◆ TASK TO COMPLETE ◆
Stop at the line containing "position:absolute; left:874px; top:15px;": repeat exactly every line of the entries below from the first up to it, plus that line, with pictures omitted.

◆ RECORD SET ◆
+===+
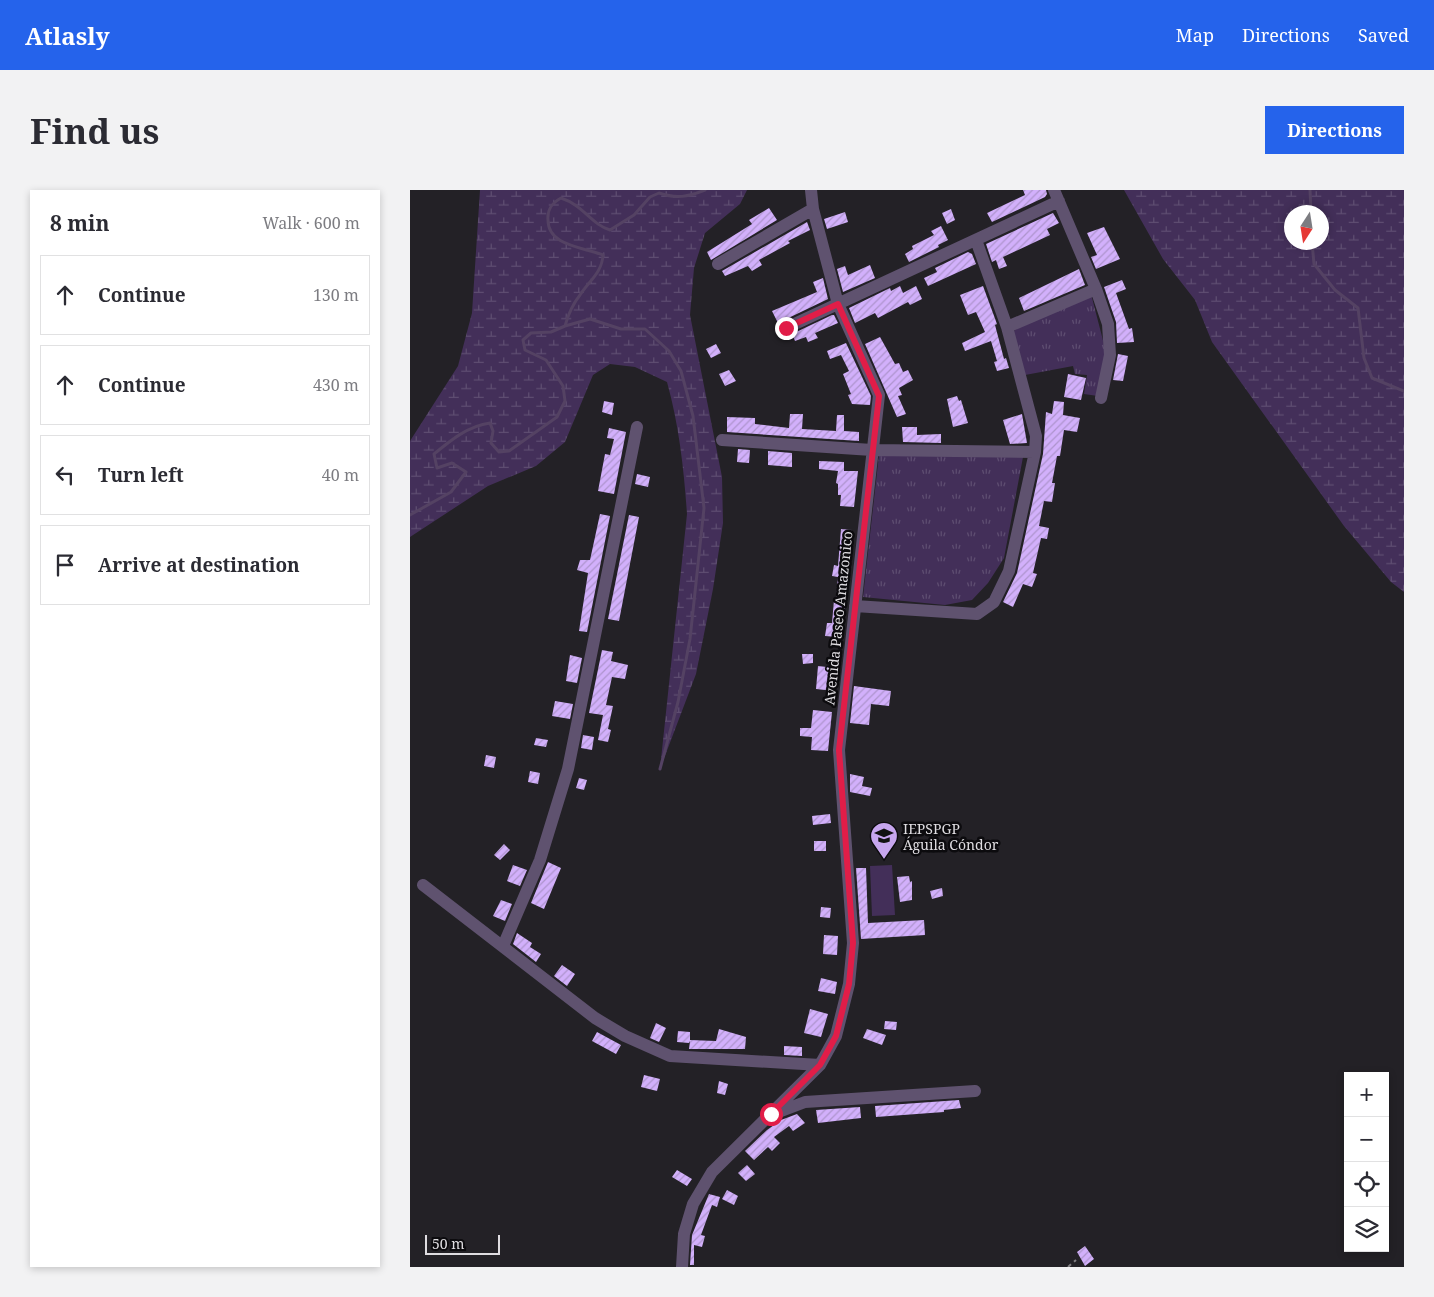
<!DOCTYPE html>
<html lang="en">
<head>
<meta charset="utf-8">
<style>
  :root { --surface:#fff; --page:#f2f2f3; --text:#2b2b33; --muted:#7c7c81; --line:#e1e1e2; --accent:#2563eb }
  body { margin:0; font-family:"Noto Serif",serif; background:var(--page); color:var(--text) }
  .controls { position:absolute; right:15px; bottom:15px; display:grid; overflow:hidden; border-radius:0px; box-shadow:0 2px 8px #0003 }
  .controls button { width:45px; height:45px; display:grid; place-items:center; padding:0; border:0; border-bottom:1px solid var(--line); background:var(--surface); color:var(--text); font:25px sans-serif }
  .compass { position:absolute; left:874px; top:15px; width:45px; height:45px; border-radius:50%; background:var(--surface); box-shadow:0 2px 8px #0003; rotate:192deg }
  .scale { position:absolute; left:15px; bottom:12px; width:75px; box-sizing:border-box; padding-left:5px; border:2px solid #dfdde1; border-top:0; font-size:14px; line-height:18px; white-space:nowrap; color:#dfdde1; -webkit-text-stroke:4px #0c0b0e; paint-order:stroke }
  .stop { position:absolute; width:15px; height:15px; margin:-11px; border:4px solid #e11d48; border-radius:50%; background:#fff }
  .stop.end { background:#e11d48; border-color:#fff; box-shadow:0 1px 5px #0008 }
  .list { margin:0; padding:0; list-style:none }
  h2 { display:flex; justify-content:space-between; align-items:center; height:65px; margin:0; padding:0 20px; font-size:21px }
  h2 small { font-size:16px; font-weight:400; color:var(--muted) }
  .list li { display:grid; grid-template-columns:32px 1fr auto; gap:15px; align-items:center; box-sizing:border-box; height:80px; margin:0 10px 10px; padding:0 10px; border:1px solid var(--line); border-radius:0px }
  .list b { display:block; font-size:19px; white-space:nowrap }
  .list em { font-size:16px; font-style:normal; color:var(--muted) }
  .icon { flex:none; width:28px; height:28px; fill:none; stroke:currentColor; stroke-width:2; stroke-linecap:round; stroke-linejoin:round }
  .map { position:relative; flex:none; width:994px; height:1077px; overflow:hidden; border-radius:0px }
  header { display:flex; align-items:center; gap:30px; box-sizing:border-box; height:70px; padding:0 25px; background:var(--accent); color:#fff }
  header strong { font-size:24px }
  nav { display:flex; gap:28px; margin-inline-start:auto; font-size:18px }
  .intro { display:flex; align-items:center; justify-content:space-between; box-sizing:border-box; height:120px; padding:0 30px }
  h1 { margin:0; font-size:35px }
  .button { padding:12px 22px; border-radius:0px; background:var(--accent); color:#fff; font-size:18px; font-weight:700 }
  main { display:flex; gap:30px; padding:0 30px }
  aside { flex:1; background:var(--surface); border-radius:0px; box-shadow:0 2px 8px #0003 }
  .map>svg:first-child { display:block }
</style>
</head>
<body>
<header>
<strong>Atlasly</strong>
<nav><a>Map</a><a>Directions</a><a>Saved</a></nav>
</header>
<div class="intro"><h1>Find us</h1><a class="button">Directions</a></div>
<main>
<aside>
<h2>8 min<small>Walk · 600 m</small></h2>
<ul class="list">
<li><svg class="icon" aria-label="ahead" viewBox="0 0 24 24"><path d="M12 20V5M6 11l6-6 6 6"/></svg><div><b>Continue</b></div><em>130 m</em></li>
<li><svg class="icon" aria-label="ahead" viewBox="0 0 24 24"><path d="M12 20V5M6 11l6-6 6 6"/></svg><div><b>Continue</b></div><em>430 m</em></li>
<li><svg class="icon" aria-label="left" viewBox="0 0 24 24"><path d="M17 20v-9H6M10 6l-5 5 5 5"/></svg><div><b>Turn left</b></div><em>40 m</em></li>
<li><svg class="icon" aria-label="arrive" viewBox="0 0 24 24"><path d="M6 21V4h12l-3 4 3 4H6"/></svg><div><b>Arrive at destination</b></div></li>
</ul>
</aside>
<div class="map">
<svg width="994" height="1077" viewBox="0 0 994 1077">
  <defs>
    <pattern id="grass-tufts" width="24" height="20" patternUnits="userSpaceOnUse" patternTransform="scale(1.25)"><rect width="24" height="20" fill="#432f59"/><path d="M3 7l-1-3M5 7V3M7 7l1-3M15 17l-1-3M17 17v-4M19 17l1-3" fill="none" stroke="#5e4d71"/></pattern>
    <pattern id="wetland-marsh" width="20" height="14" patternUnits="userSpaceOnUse" patternTransform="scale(1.25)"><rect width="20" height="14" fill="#432f59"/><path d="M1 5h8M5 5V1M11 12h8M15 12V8" fill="none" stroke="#5e4d71"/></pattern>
    <pattern id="building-hatch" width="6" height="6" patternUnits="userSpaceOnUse" patternTransform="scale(1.25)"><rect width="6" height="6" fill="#d2b0fb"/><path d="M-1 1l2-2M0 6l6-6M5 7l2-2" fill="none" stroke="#ae94cd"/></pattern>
  </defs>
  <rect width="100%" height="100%" fill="#232126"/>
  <path fill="url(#grass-tufts)" d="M681,104L696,162L688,206L674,204L677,185L665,184L663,176L615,185L603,144L605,139Z
    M469,265L613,267L594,368L578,393L562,410L535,415L453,407Z"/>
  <path fill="url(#wetland-marsh)" fill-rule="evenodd" d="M70,0H337L330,14L295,43L284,78L280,125L312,287L313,333L303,399L286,484L250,579L277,324C274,280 269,235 257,192L225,177L200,174L183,185L155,252L126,276L78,296L0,347V251L48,176L62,123Z
    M714,0H994V402L981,392L934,336L802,152L785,110L753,69ZM882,22H912V52H882Z"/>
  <path fill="#432f59" d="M482,675L485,725L462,726L460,676Z"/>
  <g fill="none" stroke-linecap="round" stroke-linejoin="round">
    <path stroke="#544263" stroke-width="3" d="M900,0L901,22
      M902,52L904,74L925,100L948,118L954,168L962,188L994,201
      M155,136L180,129L211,139H235L259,161L271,181L283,226L294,318L280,449L268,512L250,579
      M0,325L41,302L56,282L42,273L27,278L24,264C41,250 58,236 80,233L83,241L81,253L89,262L99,261L147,227L155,211L153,196L136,170L115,160L113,150L121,143L141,142L155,136C158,125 162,115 170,105C179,91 192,83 193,65C173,57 138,56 138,30C137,19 142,13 151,8C173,15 182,35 200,40L224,25L240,7L249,3C267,9 277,7 295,0"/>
  </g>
  <path fill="url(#building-hatch)" d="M613,0H636L637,4L635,7L582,32L577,23L615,5Z
    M359,18L367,30L301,70L297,62L342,34L339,30Z
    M541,19L545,30L537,34L532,23Z
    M435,22L438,32L417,39L414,29Z
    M643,23L649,33L637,39L640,45L593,67L597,76L589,79L586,70L582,72L576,54Z
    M397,32L400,40L378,51L380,53L349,70L352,75L342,81L338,76L315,86L312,81Z
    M531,36L538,50L528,55L529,57L499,72L495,64L503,59L502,56L524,45L521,41Z
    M694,37L710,69L686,79L681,67L687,65L677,43Z
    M558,62L562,64L566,74L518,96L514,88L527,82L525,78Z
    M460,75L465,88L433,102L427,79L435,76L438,85Z
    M669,79L675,95L614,121L609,108Z
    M413,88L418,109L368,133L362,121L407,102L403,92Z
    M712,90L716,99L706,103L719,139L722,138L724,152L707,153L706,132L694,97Z
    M490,96L493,103L506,96L512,109L500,115L498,112L468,128L465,123L445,133L439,118L480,98L481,101Z
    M573,96L587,134L585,135L594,169L596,168L599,178L587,181L584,172L587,171L581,151L555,161L552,153L575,142L566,122L558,125L550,105Z
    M422,125H424L428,133L405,143L408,148L398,152L396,147L385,151L382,144Z
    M470,147L485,174L489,173L493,182L498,180L503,190L489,198L492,205L488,206L496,224L487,227L455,154Z
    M436,153L461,206L460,215L442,214L438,205L441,204L433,184L439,181L431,165L420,169L417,161Z
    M306,154L311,163L301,168L296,159Z
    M708,164L718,166L713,191L703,190Z
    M319,180L326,191L315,196L309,184Z
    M658,184L676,188L671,210L654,207Z
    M547,206L549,211L551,210L558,233L543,237L537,209Z
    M194,211L204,213L202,225L192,222Z
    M644,211L654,212L653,225L670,228L667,242L654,240L650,266H647L642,293H645L642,312L634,311L629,336L639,338L637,349L631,348L623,383L627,384L622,397L613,394L603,417L593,412L607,383L633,264L636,222L642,224Z
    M380,224H393L392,239L426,241L427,225H434V241L449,242V251L317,242V227L345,228V234L379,238Z
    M612,224L617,253L600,254L593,230Z
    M492,237H507V245L531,244V253L493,252Z
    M199,238L216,242L204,304L188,301L195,264L200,265L204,249L197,248Z
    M328,259L340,260L339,273L327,272Z
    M358,261L382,263V277L358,275Z
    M409,271L434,272V281H448L444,317L430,316L431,305H428V294L426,293L428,281L409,279Z
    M227,284L240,287L238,297L225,294Z
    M190,324L200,326L177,442L169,441L178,383L167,380L170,370H180Z
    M219,325L229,327L209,431L198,429Z
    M431,339L442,340L434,427H430L428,447L415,446L417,433H422L424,410H426L428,387L422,386L424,375L428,376Z
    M192,460L203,462L201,471L218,475L215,489L202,487L196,515L203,516L198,539L201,540L198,552L188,550L193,525L179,523Z
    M392,464H403V473L393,474Z
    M160,465L172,468L167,493L156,491Z
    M408,476L426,478L424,501L406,499Z
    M444,496L481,501L479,516L461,514L459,535L440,533Z
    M145,511L163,514L160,529L142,526Z
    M403,520L422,522L418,561L401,560L402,547L390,546V538H401Z
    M173,545L184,547L182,560L171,558Z
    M126,548L138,550L136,557L124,555Z
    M76,565L86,567L84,578L74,576Z
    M120,581L130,583L128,594L118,592Z
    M440,584L454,587L452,596L462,598L460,606L440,602Z
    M169,588L177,590L174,600L166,598Z
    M420,624L421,633L403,635L402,626Z
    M404,651H416V661H404Z
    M94,654L100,660L90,670L84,665Z
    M138,672L151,678L134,719L121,713Z
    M103,675L117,680L110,696L97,691Z
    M446,678H456L458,733L514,730L515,745L451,749Z
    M499,686L500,692L502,691V710L490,712L487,687Z
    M532,698L533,706L522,709L520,701Z
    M91,710L102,714L95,731L83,726Z
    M411,717L421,718L420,728L410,727Z
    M107,743L122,753L120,757L131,764L126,772L103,754Z
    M414,745L428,746L427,765L413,764Z
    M152,775L165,784L157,796L144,786Z
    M411,788L427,792L425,804L408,801Z
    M400,819L418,824L411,847L394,843Z
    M475,831L487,832L486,840L474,839Z
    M246,833L256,838L249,852L240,848Z
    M309,839L336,847L335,859H279L280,851L279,853L267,852L268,841L280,842V850L306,851Z
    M457,839L476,845L472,855L453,848Z
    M187,842L211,855L206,864L182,851Z
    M374,856L392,857V866L374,865Z
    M234,885L250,889L247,901L231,897Z
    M309,891L318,894L315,905L307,903Z
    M549,910L551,918L534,920V922L466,927L465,916Z
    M450,917L451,928L408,933L406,920Z
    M387,924L395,933L383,941L379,936L364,947L370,953L362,961L358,957L344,970L335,961L357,940L371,930Z
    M337,975L345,984L336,991L328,983Z
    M267,980L282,989L277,996L262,987Z
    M317,1000L328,1006L324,1015L312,1009Z
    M299,1004L310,1007L307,1017L302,1015L291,1045L295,1046L292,1057L284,1055V1075H280L282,1045Z
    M675,1056L684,1069L675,1076L667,1062Z"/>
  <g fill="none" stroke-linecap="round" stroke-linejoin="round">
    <path stroke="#817f83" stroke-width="2" stroke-dasharray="4 4" stroke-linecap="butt" d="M658,1077L666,1070"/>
    <path stroke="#5f526f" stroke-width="12" d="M644,0L686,99L698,134L700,165L691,208
      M308,74L403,19
      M597,137L686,99
      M376,138L649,11
      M312,250L462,260L625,262
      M445,416L567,424L584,412L599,381L625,262L626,246L597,137L566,50
      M13,695L185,828L215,846L260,866L410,875
      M93,756L130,670L158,579L227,237
      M366,923L395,912L565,901
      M272,1077L274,1044L283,1014L302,982L410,875L426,846L439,794L443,753L429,560L469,205L428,114L403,19L401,0"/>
  </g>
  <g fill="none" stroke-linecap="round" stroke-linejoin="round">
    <path stroke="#e11d48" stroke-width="6" d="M361,924L410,875L426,846L439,794L443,753L429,560L469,206L428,114L376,138"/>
  </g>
  <defs>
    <symbol id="school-pin" viewBox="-11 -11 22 30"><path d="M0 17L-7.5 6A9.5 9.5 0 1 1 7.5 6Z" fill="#c7a6ef" stroke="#0c0b0e"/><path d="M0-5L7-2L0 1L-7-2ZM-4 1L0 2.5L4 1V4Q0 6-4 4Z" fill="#111"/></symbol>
  </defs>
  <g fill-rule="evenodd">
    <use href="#school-pin" x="458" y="630" width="32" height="43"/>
  </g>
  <g text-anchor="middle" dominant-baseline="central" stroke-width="5" stroke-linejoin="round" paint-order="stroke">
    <g font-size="14" fill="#dfdde1" stroke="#0c0b0e">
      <text transform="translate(428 428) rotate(-84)">Avenida Paseo Amazonico</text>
    </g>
    <g font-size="14" fill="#dfdde1" stroke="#0c0b0e" text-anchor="start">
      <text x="493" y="638">IEPSPGP<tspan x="493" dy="16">Águila Cóndor</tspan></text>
    </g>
  </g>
</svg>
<div class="controls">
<button>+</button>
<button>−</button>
<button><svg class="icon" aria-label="locate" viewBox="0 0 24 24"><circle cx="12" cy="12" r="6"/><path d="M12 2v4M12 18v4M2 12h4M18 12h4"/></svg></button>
<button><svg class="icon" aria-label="layers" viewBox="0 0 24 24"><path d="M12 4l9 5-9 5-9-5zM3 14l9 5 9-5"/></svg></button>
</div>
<svg class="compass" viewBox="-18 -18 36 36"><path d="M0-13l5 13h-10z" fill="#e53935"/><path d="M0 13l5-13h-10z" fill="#7c7c81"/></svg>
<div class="scale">50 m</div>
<div class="stop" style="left:361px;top:924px"></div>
<div class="stop end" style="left:376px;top:138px"></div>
</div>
</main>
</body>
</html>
+===+
◆ ANSWER TO THIS TASK ◆
<!DOCTYPE html>
<html lang="en">
<head>
<meta charset="utf-8">
<style>
  :root { --surface:#fff; --page:#f2f2f3; --text:#2b2b33; --muted:#7c7c81; --line:#e1e1e2; --accent:#2563eb }
  body { margin:0; font-family:"Noto Serif",serif; background:var(--page); color:var(--text) }
  .controls { position:absolute; right:15px; bottom:15px; display:grid; overflow:hidden; border-radius:0px; box-shadow:0 2px 8px #0003 }
  .controls button { width:45px; height:45px; display:grid; place-items:center; padding:0; border:0; border-bottom:1px solid var(--line); background:var(--surface); color:var(--text); font:25px sans-serif }
  .compass { position:absolute; left:874px; top:15px; width:45px; height:45px; border-radius:50%; background:var(--surface); box-shadow:0 2px 8px #0003; rotate:192deg }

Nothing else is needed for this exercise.